2. Description of the Related Art Various methods for producing fiber fabrics having a cool feeling have been proposed. For example, a method of using a high water-absorbent fiber such as rayon or cotton on the skin side to release sweat generated from the human body to the outside of the clothes, a method of using a high twist yarn on the skin side to reduce the contact area with the human body, or There is a method in which fibers having high thermal conductivity are used on the skin side, or a resin containing a substance having high thermal conductivity is printed on the back surface of the fiber cloth to remove body heat and escape the body. However, the reason for feeling the heat in the midsummer is a large factor due to the effect of increasing the temperature of clothes and the human body, which absorbs sunlight and raises the temperature, so that the above method cannot provide excellent coolness.

[0003] In order to solve the above-mentioned problems, a method of reflecting aluminum by evaporating aluminum on the surface of a fiber fabric and a method of kneading titanium oxide into fibers to reflect visible light in sunlight have conventionally been used. Etc. have been proposed.
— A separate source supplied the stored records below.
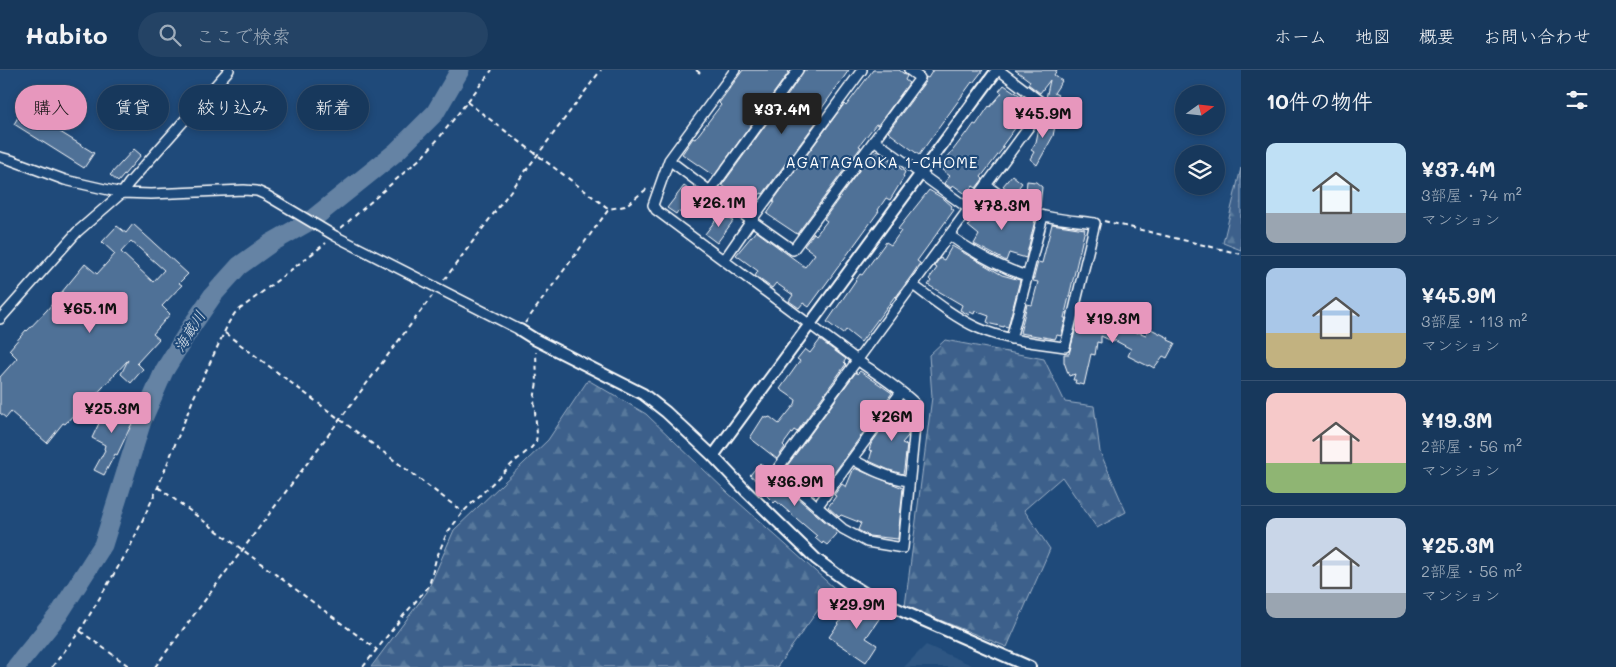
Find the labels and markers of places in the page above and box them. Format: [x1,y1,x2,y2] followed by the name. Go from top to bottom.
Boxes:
[741,92,823,135] pin: ¥37.4M
[1002,97,1084,139] pin: ¥45.9M
[678,186,760,228] pin: ¥26.1M
[961,189,1043,231] pin: ¥78.3M
[49,292,131,334] pin: ¥65.1M
[1072,302,1154,344] pin: ¥19.3M
[71,392,153,434] pin: ¥25.3M
[862,400,922,442] pin: ¥26M
[754,464,836,507] pin: ¥36.9M
[816,588,898,630] pin: ¥29.9M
However, in the former method, since the fiber surface is uneven, even if aluminum is deposited, there is a problem that sunlight is diffusely reflected and the temperature of clothes and the temperature in clothes rise.
Also, in the latter method, since the titanium oxide has a strong hiding power, the transmittance of the fiber fabric to sunlight decreases, and the rise in the temperature in clothes can be suppressed, but the titanium oxide itself absorbs the sunlight. There is a problem that the temperature of the clothes rises because the heat is converted into heat energy.

[0004]

SUMMARY OF THE INVENTION The present invention has been made in view of such circumstances, and has been developed to provide a fiber cloth having an excellent cool feeling and having a small rise in the temperature of clothes and the temperature in clothes due to sunlight. The purpose is to obtain.

[0005]

The present invention attains the above object and has the following constitution. That is, the present invention provides a cooling sensation characterized by having a sunlight reflecting layer on the back surface of a fiber fabric composed of fibers containing at least one type of ceramic fine particles of alkali metal titanate or alkaline earth metal titanate. Fabric having
It is the gist. Hereinafter, the present invention will be described in detail.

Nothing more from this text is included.